Relative extrema

What you’ll learn

How to find critical points of various functions
How to use the 1st derivative test and sign charts to classify critical points as relative maxima, minima, or neither

In the previous section, you learned how to find the highest and lowest values of a function on a closed interval using the Extreme value theorem, which requires comparing function values at

the endpoints of the interval, and
any critical points inside the interval.

Now, with the 1st derivative test, a critical point can be classified as a relative (local) maximum, minimum, or neither by analyzing the sign of the derivative, without directly comparing function values.

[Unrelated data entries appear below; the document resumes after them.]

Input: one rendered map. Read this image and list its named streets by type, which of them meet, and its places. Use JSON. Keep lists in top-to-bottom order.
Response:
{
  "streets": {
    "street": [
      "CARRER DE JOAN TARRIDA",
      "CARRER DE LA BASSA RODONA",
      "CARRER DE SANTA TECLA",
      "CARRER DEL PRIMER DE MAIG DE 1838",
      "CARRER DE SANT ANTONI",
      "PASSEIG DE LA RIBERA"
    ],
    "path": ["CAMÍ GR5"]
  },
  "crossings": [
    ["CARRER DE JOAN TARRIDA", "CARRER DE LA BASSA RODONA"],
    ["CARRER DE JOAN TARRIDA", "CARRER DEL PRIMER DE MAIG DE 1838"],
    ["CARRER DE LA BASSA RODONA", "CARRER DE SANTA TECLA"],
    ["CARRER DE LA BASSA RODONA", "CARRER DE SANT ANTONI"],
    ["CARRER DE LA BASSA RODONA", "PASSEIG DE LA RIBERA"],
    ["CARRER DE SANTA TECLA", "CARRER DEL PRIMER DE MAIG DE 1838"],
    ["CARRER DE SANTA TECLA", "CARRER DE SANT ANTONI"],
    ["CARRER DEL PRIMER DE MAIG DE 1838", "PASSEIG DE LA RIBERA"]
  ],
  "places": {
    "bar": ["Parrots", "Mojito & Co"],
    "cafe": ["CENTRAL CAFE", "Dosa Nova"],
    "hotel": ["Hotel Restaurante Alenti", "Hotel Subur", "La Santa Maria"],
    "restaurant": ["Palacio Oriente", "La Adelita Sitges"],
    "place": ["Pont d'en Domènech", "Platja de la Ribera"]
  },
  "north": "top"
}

Absolute vs. relative extrema

An absolute extremum is the highest or lowest value a function attains over its entire domain.

For example, consider $f (x) = x^{2}$ .

The vertex $(0, 0)$ is the absolute minimum, or the lowest point on the entire domain of all real numbers. It is also classified as a relative minimum because it’s lower than the points on either side of it.

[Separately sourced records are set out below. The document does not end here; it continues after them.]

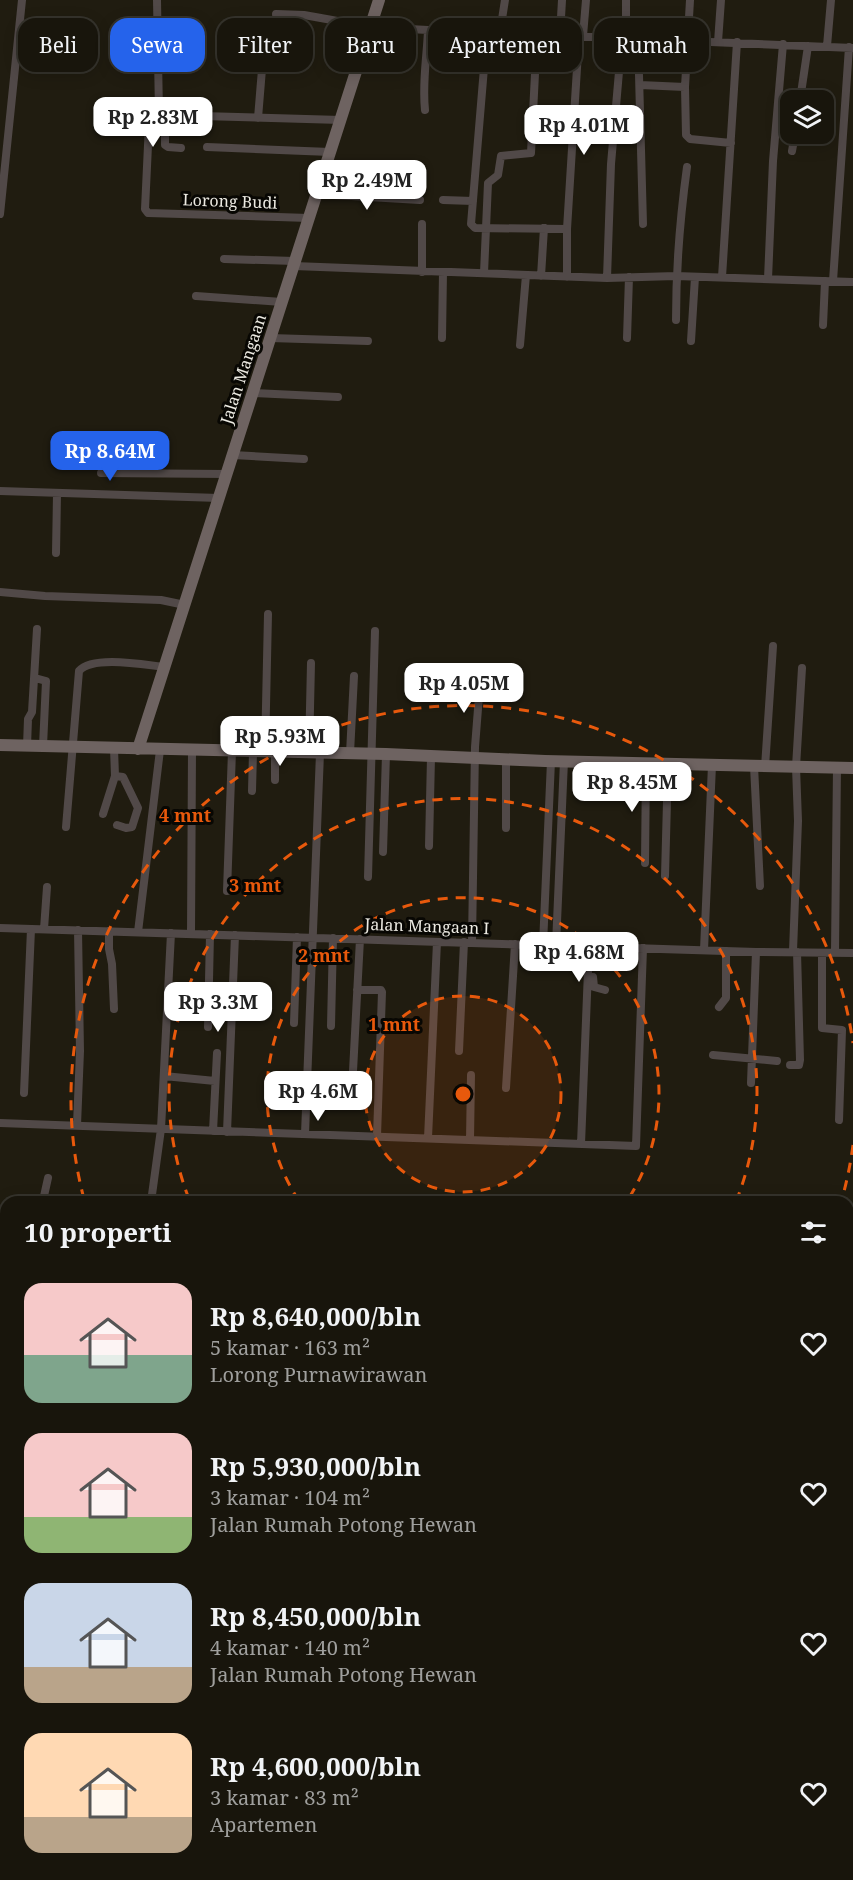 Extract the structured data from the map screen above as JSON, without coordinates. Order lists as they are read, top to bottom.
{
  "streets": {
    "street": ["Lorong Budi", "Jalan Mangaan", "Jalan Mangaan I"]
  },
  "crossings": [
    ["Lorong Budi", "Jalan Mangaan"]
  ],
  "page": {
    "chip": [
      "Beli",
      "Sewa",
      "Filter",
      "Baru",
      "Apartemen",
      "Rumah"
    ],
    "price": [
      "Rp 2.83M",
      "Rp 4.01M",
      "Rp 2.49M",
      "Rp 8.64M",
      "Rp 4.05M",
      "Rp 5.93M",
      "Rp 8.45M",
      "Rp 4.68M",
      "Rp 3.3M",
      "Rp 4.6M"
    ],
    "heading": "10 properti",
    "list": [
      {
        "name": "Rp 8,640,000/bln",
        "note": "5 kamar · 163 m² · Lorong Purnawirawan"
      },
      {
        "name": "Rp 5,930,000/bln",
        "note": "3 kamar · 104 m² · Jalan Rumah Potong Hewan"
      },
      {
        "name": "Rp 8,450,000/bln",
        "note": "4 kamar · 140 m² · Jalan Rumah Potong Hewan"
      },
      {
        "name": "Rp 4,600,000/bln",
        "note": "3 kamar · 83 m² · Apartemen"
      }
    ]
  },
  "rings": [
    "4 mnt",
    "3 mnt",
    "2 mnt",
    "1 mnt"
  ]
}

On the other hand, $x^{2}$ has no absolute maximum on its full domain, because as $x \to \pm \infty$ , $x^{2} \to \infty$ .

Note that the 1st derivative test only identifies relative and not absolute extrema.

First derivative test

Use this process to locate and classify the relative extrema of a function $f (x)$ :

Step 1: Find the critical points

Identify all values of $x$ where

$f (x) = 0$
$f^{'} (x)$ is undefined

Note that $x = c$ is only a critical point if it lies within the domain of $f (x)$ (meaning $f (c)$ must exist). The next page will discuss this in more detail.

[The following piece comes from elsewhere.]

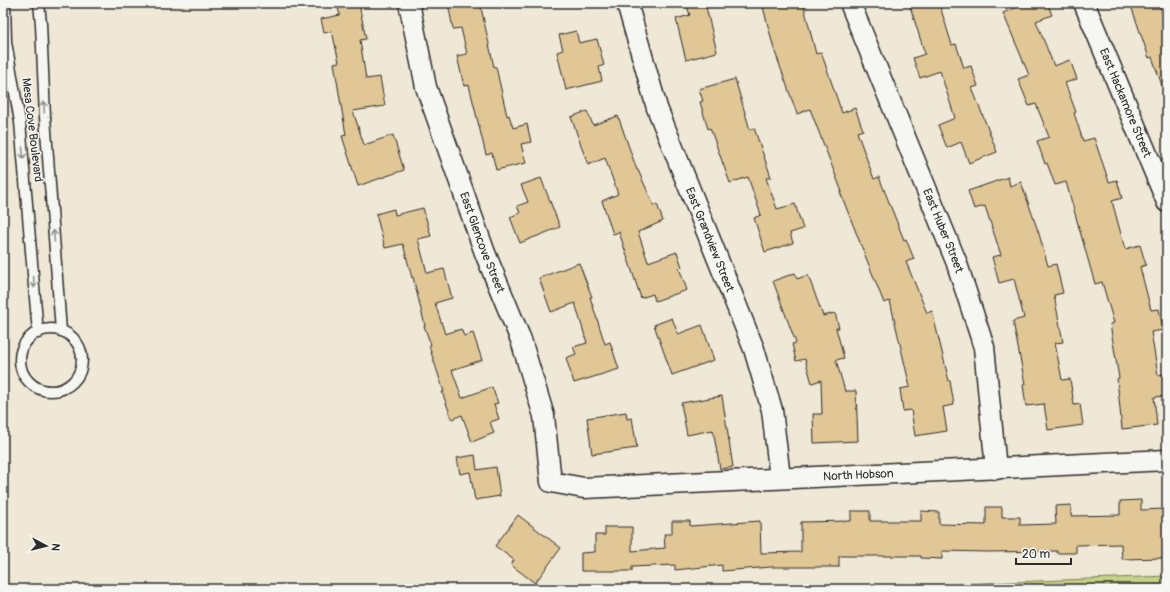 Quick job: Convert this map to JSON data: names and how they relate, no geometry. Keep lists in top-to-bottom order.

Step 2: Create a sign diagram or chart for $f^{'} (x)$

Place the critical points on a number line to divide the domain into intervals. Choose a test value within each interval and plug it into $f^{'} (x)$ to determine whether the derivative is positive or negative.

Step 3: Interpret each critical point

Analyze the behavior of $f^{'} (x)$ across each critical point $x = c$ :

Relative maximum if $f^{'} (x)$ changes from positive to negative.
- This means $f (x)$ increases $(↗)$ and then decreases $(↘)$ .
Relative minimum if $f^{'} (x)$ changes from negative to positive.
- This means $f (x)$ decreases $(↘)$ and then increases $(↗)$ .
No extremum if $f^{'} (x)$ does not change sign, meaning $f (x)$ is flat at $x = c$ but continues in the same direction.
- e.g. $y = x^{3}$ is flat at $(0, 0)$ but the function continues increasing through that point.

AP tip:

Justification of extrema on the AP exam must include statements about explicit derivative behavior. For example,

Correct: “ $f (x)$ has a relative maximum at $x = 1$ because $f^{'} (x)$ changes from positive to negative.”
Incorrect: “There is a maximum because the graph goes up and then down.”
- Too vague and does not name $f$ or $f^{'}$

Example 1: $f^{'} (c) = 0$

Classify the relative extrema of

$f (x) = (x - 2)^{2} (x + 1)^{3}$

Step 1: Find critical points

(spoiler)

Using the product rule,

$f^{'} (x) = (x - 2)^{2} \cdot 3 (x + 1)^{2} + (x + 1)^{3} \cdot 2 (x - 2)$

Simplify by factoring out $(x - 2) (x + 1)^{2}$ :

$f^{'} (x) = (x - 2) (x + 1)^{2} [3 (x - 2) + 2 (x + 1)] = (x - 2) (x + 1)^{2} (5 x - 4)$

$f^{'} (x)$ is a polynomial and is defined for all $x$ . So to find the critical points, solve $f^{'} (x) = 0$ :

$(x - 2) (x + 1)^{2} (5 x - 4) = 0 x = 2, - 1, \frac{4}{5}$

Step 2: Create a sign chart

(spoiler)

Test a value within each interval in $f^{'} (x)$ to determine its sign:

Interval	Test point $x$	Sign of $f^{'} (x)$	Behavior of $f (x)$
$(- \infty, - 1)$	$- 2$	$+$	$↗$
$(- 1, \frac{4}{5})$	$0$	$+$	$↗$
$(\frac{4}{5}, 2)$	$1$	$-$	$↘$
$(2, \infty)$	$3$	$+$	$↗$

Step 3: Interpret

(spoiler)

At $x = - 1 : f^{'} (x)$ does not change sign $\to$ no relative extremum.
At $x = \frac{4}{5} : f^{'} (x)$ changes from positive to negative, meaning $f (x)$ increases and then decreases $\to$ relative maximum of $f$ .
At $x = 2 : f^{'} (x)$ changes from negative to positive $\to$ relative minimum of $f$ .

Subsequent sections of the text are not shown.